L'autre point sur lequel Duras insiste tout particulièrement est l'attitude d'écoute d'un des interlocuteurs. Parfois, c'est la non-entente de la réplique qui justifie l'incomplétude de l'échange :

‘C'est alors qu'elle est endormie qu'il lui parle. Il lui dit qu'elle sera chassée avant la fin du séjour qui a été prévu. Elle ne l'entend pas, on dirait, elle n'entend plus rien (Yeux : 57).’

Cette notation d'un « on dirait » prouve qu'en fait le dilogue n'est jamais pur, comme s'il y avait toujours un oeil qui voit ou une oreille qui écoute et qui justifie ainsi en profondeur la reproduction des propos dans le roman. Tantôt cette instance est un personnage réel qui joue d'ailleurs les fonctions de narrateur, tantôt ce n'est que l'attestation d'une conscience, signe d'une instance narrative.

En général aussi, l'écoute est l'attitude du personnage à qui l’on raconte une histoire :

‘- Vous étiez accoudée à ce grand piano. Entre vos seins nus sous votre robe, il y a cette fleur de magnolia.
Anne Desbaresdes, très attentivement, écouta cette histoire.
- Oui.
- Quand vous vous penchez, cette fleur frôle le contour extérieur de vos seins (Moderato : 86).’

L'histoire racontée est la sienne. C'est l'histoire de la vision que Chauvin a eu d'elle un soir de réception.

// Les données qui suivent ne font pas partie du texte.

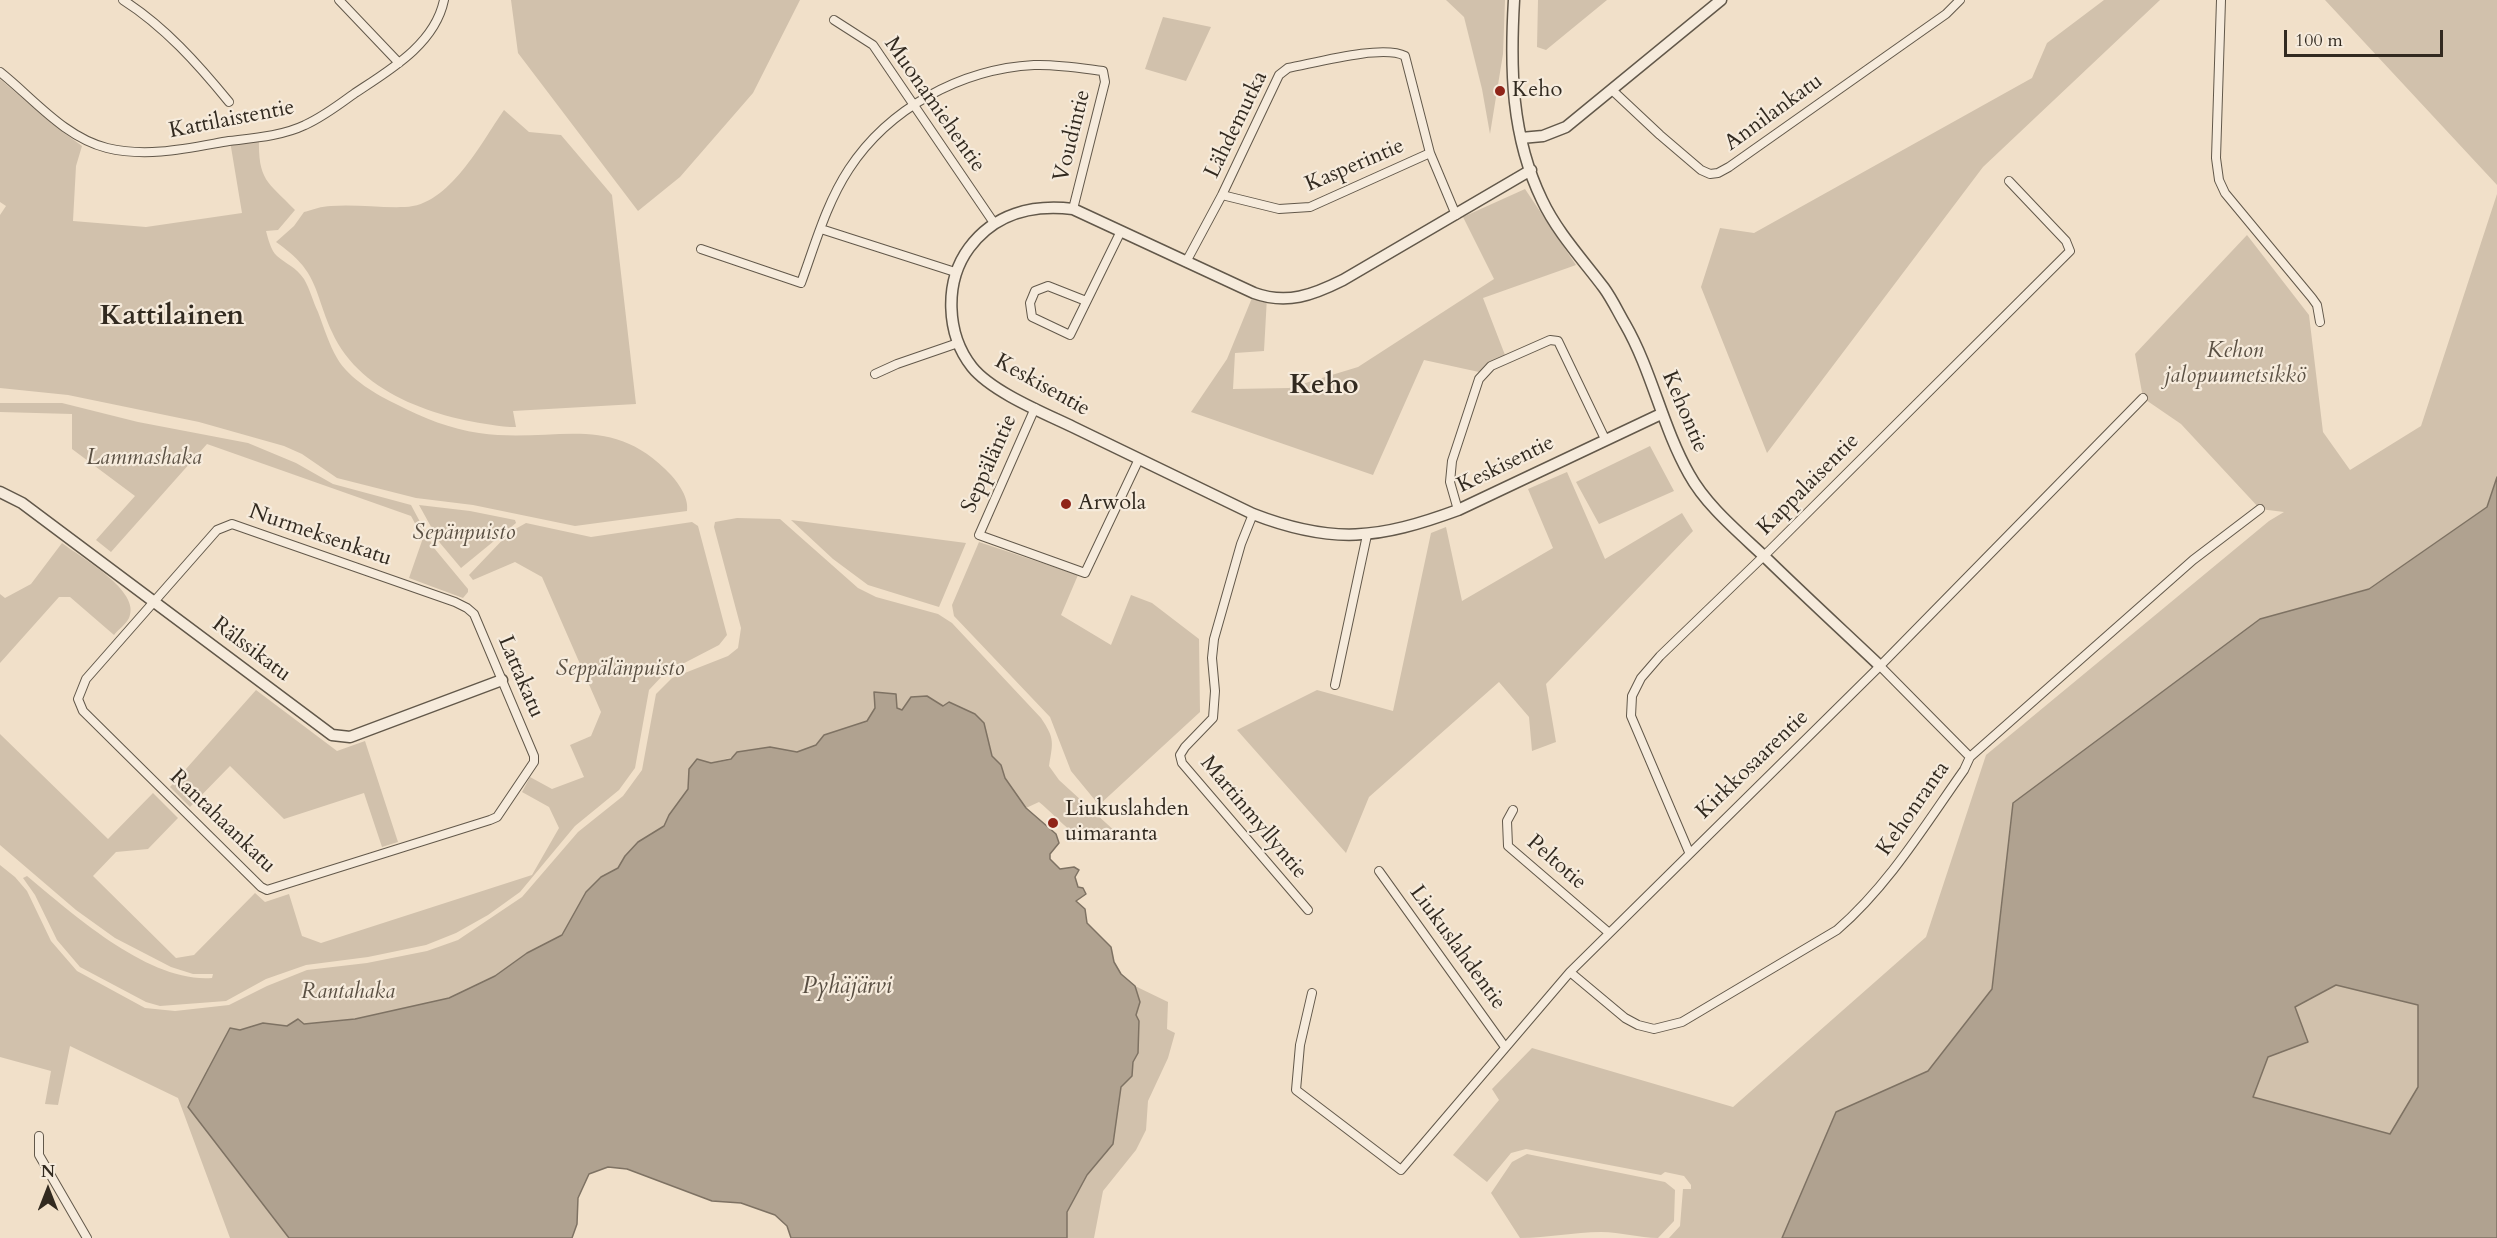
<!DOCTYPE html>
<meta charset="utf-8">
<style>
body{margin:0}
#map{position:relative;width:2497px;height:1238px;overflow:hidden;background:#f1e0c9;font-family:Cardo,serif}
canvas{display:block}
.north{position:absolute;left:18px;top:1160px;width:60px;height:60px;-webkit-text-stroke:4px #f6ebdc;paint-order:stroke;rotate:0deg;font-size:16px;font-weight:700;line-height:24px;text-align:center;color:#322a20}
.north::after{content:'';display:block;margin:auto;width:21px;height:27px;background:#322a20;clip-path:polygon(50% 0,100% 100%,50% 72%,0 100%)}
.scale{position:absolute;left:2284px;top:30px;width:159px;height:27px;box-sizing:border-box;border:3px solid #322a20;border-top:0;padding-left:8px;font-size:18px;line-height:21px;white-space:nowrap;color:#322a20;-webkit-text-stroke:4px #f6ebdc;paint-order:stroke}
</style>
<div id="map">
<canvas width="2497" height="1238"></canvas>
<div class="north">N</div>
<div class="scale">100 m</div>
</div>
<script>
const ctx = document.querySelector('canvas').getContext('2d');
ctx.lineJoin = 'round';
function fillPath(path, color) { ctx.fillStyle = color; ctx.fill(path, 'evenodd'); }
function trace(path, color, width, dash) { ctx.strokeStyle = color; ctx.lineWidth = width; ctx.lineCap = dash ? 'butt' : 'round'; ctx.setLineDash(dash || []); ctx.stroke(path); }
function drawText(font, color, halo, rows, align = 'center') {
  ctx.font = font + ' Cardo,serif'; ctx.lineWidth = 4.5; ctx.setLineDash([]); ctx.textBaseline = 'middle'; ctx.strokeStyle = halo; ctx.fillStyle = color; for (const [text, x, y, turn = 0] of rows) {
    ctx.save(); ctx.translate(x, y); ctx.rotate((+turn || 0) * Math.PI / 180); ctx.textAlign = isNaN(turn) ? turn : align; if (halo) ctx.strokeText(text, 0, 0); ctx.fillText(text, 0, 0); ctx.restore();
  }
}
fillPath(new Path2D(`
 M511 0H800L753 93 680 177 638 211 518 53Z
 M1446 0H1505L1503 54 1490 134 1482 89 1464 17Z
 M1538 0H1607L1546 50 1537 47Z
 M2104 0H2160L1983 167 1767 453 1701 287 1720 228 1754 233 2032 78 2047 43Z
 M2325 0H2497V185Z
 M1163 17 1211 27 1186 81 1145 69Z
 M0 79 55 126 82 146 76 166 73 221 146 227 242 213 230 141 259 137C258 181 267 181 295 210L278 230 266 231C268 238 271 251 277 256 286 264 296 267 304 279 310 289 313 302 318 312 324 328 329 344 337 358 349 379 377 395 398 405 423 418 451 429 479 433 555 444 611 410 671 475 679 484 689 498 687 511L575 526 473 505 416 498 337 478 302 454 284 446 199 422 68 395 0 388V215L6 206 0 202Z
 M504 110 529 132 561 135 612 195 636 404 513 411 516 427H510C445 421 361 397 332 332 313 289 319 272 276 242L294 226 304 212C312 210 322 206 331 206 355 204 380 208 405 207 449 206 481 143 504 110Z
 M1525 189 1576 265 1483 298 1505 355 1487 364 1479 372 1424 360 1373 475 1191 412 1227 359 1254 293 1267 297 1264 351 1235 353 1233 389 1289 388 1358 367 1494 279 1463 217Z
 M2497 194V477L2487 507 2368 589 2260 619 2013 803 1992 989 1928 1071 1836 1112 1782 1238H1669L1680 1226 1683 1189H1691V1185L1684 1176 1665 1172 1661 1175 1526 1149 1511 1153 1487 1182 1453 1155 1499 1100 1492 1089 1532 1048 1733 1107 1926 937 1986 755 2269 521 2284 512 2260 509 2181 424 2143 398 2135 354 2247 235 2309 315 2323 432 2350 470 2421 426Z
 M0 403H62L138 422 248 443 296 463 333 484 411 505 434 548 468 589V592L463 598 409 578 423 538 411 516 207 444 111 552 96 540 135 496 72 449V414L0 412Z
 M1650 446 1674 491 1599 524 1576 482Z
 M1567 472 1605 559 1682 513 1693 531 1546 684 1556 742 1532 751 1529 717 1499 682 1369 797 1346 853 1237 730 1317 690 1393 711 1431 533 1446 527 1462 601 1553 548 1528 489Z
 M419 505 470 511 515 520 516 523 461 568 440 543Z
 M737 518 780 519 858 588 876 597 938 614 952 623 1041 718C1055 739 1053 742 1049 766L1059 780 1118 834C1078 850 1067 825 1039 802L1026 808 1005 778 1001 765 992 756 984 723 943 706 902 710 875 708 867 721 824 735 816 745 797 752 770 747 689 769 688 789 669 815 664 826 638 842 625 856 618 868 601 877 586 892 562 935 527 953 495 976 449 998 355 1019 287 1026 263 1023 240 1030 230 1028 188 1107 289 1238H230L178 1098 70 1046 58 1105 45 1104 51 1071 0 1057V865L15 877 27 891 51 941 77 971 145 1008 175 1011 229 1005 267 986 307 970 367 963 427 951 458 940 522 897 578 832 623 796 642 770 656 694 672 678 728 656 738 648 741 628 714 527 715 522Z
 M791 520 966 543 939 607 868 585 833 559Z
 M692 522 698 526 727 635 719 645 665 673 649 690 635 768 619 790 575 826 520 892 488 915 456 933 426 945 368 957 306 965 266 979 226 1001 160 1006 146 1002 80 967 57 940 35 895 23 878 27 876C73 914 149 983 212 978L213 974H193L171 967 115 938 76 910 0 845V734L108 839 153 793 178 818 148 849 116 852 93 876 176 958 194 955 255 893 265 902 289 894 302 936 321 943 532 875 559 828 549 807 522 792 530 777 552 789 584 777 570 745 591 736 601 712 542 577 515 562 473 580 469 575 510 532 526 523 591 537Z
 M979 542 1078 575 1061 615 1111 645 1131 595 1152 603 1199 639 1200 712 1099 805 1071 771 1050 717 954 616 952 605Z
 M62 543C80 557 142 591 129 618 126 624 118 630 114 635L70 597H59L0 663V594L5 598 31 584Z
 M256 690 337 751 365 741 398 842 382 847 364 793 284 819 230 766 190 807 170 787Z
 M2336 985 2418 1005V1087L2390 1134 2253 1097 2268 1057 2295 1007Z
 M1135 986 1168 1002 1167 1029 1175 1033 1168 1058 1148 1101 1146 1130 1136 1150 1103 1191 1094 1238H1067V1212L1087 1175 1113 1144 1121 1087 1132 1076 1133 1062 1138 1053 1136 1015 1140 1002Z
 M1527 1154 1665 1182 1675 1190 1674 1221 1658 1238C1639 1238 1621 1232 1601 1232 1574 1232 1548 1238 1520 1238L1491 1193 1512 1162Z`), '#d1c1ac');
const water = new Path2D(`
 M2497 477V1238H1782L1836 1112 1928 1071 1992 989 2013 803 2260 619 2369 589 2487 507ZM2336 985 2418 1005V1087L2390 1134 2253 1097 2268 1057 2308 1042 2295 1007Z
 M874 692 896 694 897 708 902 710 911 697 927 696 943 706 949 702 975 714 984 723 992 756 1001 765 1005 778 1026 808 1056 834 1059 843 1050 854V859L1060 869 1074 867 1079 870 1075 877 1078 887 1083 888 1086 894 1076 901 1085 909 1087 923 1111 947 1114 962 1121 974 1135 986 1140 1002 1136 1015 1139 1021 1138 1053 1133 1062 1132 1076 1121 1087 1113 1144 1087 1175 1067 1212V1238H791L787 1226 775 1215 741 1203 712 1201 627 1169 608 1167 589 1174 578 1198 577 1224 572 1238H289L188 1107 230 1028 240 1030 263 1023 287 1026 298 1019 304 1024 355 1019 449 998 495 976 527 953 562 935 586 892 601 877 618 868 625 856 638 842 664 826 669 815 688 789 689 769 697 759 711 763 731 759 737 752 770 747 797 752 816 745 824 735 867 721 875 708Z`);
fillPath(water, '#b0a290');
trace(water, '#7e7263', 1.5);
const minor = new Path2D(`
 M123 0C164 26 198 64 229 102
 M339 0 399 63
 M2221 0 2216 158 2219 180 2225 193 2312 298 2317 305 2320 322
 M834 20 873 45 994 223
 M0 72C34 99 64 137 107 148 148 158 189 148 229 141 254 138 282 136 305 125 323 117 340 104 355 93 390 70 435 44 444 0
 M1612 90 1660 135 1701 170 1710 174 1718 173 1729 167 1946 14 1960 0
 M1222 195 1279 209 1310 207 1430 153
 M821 229 955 272
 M701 249 801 283C815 245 826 204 849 169 889 108 961 69 1034 65 1057 64 1080 68 1103 71L1105 82 1073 209
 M1186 262 1222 195 1279 75 1288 68C1315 63 1383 44 1405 56L1430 153 1456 215
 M1086 301 1048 286 1035 291 1030 303 1032 317 1070 335 1121 231
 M875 374 897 364 958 343
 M1035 408 979 535 1085 573 1139 459
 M1458 510 1450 482 1452 461 1479 379 1491 366 1550 340 1558 341 1605 439
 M1253 514 1241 544 1214 639 1212 658 1215 691 1213 718 1185 747 1180 755 1182 763 1308 910
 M232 524 455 602 467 608 474 614 534 756V762L497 817 490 820 267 890 261 887 83 711 78 699 86 679 217 530Z
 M1880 666 1970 757
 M1335 685 1367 535
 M1513 810 1507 821 1508 846 1608 932
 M1689 852 1631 716 1632 696 1641 678 1660 656 1770 550 2070 251 2066 241 2009 181
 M1379 871 1505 1047
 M1570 972 1625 1018 1638 1025 1654 1029 1682 1022 1837 930C1889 885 1925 825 1964 770L1970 757 2193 560 2260 509
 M1312 993 1300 1045 1296 1090 1401 1170 1570 972 1880 666 2143 398
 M39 1136V1155L87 1238`);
const tertiary = new Path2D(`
 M1514 0C1510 68 1511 136 1542 200 1557 232 1583 260 1604 288 1612 299 1618 312 1625 324 1652 371 1662 426 1689 474 1707 507 1741 534 1768 560 1805 596 1843 631 1880 666
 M1521 138 1543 136 1566 127 1721 0
 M1531 170 1343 280C1313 295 1287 305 1254 293L1073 209C1032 204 994 214 969 248 944 282 946 334 972 367 992 392 1044 413 1073 427 1133 456 1193 485 1253 514 1333 545 1379 539 1458 510L1661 414
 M0 492 22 503 332 735 350 737 502 680`);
trace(minor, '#62584a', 10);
trace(tertiary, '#62584a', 13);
trace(minor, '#f6ebdc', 8);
trace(tertiary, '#f6ebdc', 10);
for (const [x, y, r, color] of [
 [1500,91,6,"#8f2418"],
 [1066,504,6,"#8f2418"],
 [1053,823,6,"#8f2418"]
]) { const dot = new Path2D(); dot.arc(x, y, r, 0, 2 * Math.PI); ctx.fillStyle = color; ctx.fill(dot); trace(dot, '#f6ebdc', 2); }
drawText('22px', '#322a20', '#f6ebdc', [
 ["Keho",1512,91],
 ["Arwola",1078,504],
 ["Liukuslahden",1065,810],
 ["uimaranta",1065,835]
], 'left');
drawText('22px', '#322a20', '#f6ebdc', [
 ["Muonamiehentie",934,105,55],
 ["Annilankatu",1774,113,-36],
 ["Kattilaistentie",232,120,-11],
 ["Lähdemutka",1237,125,-64],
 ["Voudintie",1073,136,-76],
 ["Kasperintie",1355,166,-23],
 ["Keskisentie",1042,386,29],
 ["Kehontie",1684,412,67],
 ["Seppäläntie",990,464,-66],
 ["Keskisentie",1506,465,-26],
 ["Kappalaisentie",1809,485,-45],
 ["Nurmeksenkatu",320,536,19],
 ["Rälssikatu",251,650,37],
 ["Lattakatu",520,677,67],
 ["Kirkkosaarentie",1753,765,-44],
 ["Kehonranta",1914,809,-55],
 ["Martinmyllyntie",1253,818,50],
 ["Rantahaankatu",222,822,44],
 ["Peltotie",1556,863,41],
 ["Liukuslahdentie",1457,948,54]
]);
drawText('italic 22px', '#5a5043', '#f6ebdc', [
 ["Kehon",2235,352],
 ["jalopuumetsikkö",2235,377],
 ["Lammashaka",144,459],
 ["Sepänpuisto",464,534],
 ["Seppälänpuisto",620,670],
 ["Rantahaka",348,993]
]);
drawText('italic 24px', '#584e42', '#f6ebdc', [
 ["Pyhäjärvi",847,987]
]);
drawText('bold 28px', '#322a20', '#f6ebdc', [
 ["Kattilainen",172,318],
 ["Keho",1324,387]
]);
</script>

Ceci nous conduit à la caractérisation sémantico-pragmatique des dilogues durassiens. Ils se déroulent essentiellement sous le mode soit d’une co-narration, soit de la confidence, les deux autres types comme la dispute ou les interactions de service étant plus rares. À l’analyse systématique de ces quatre modes de réalisation, on adjoindra l’étude de deux autres modes de mise à l’écrit, de nature plus formelle et donc à contenu plus libre, à savoir l’interview et la communication téléphonique.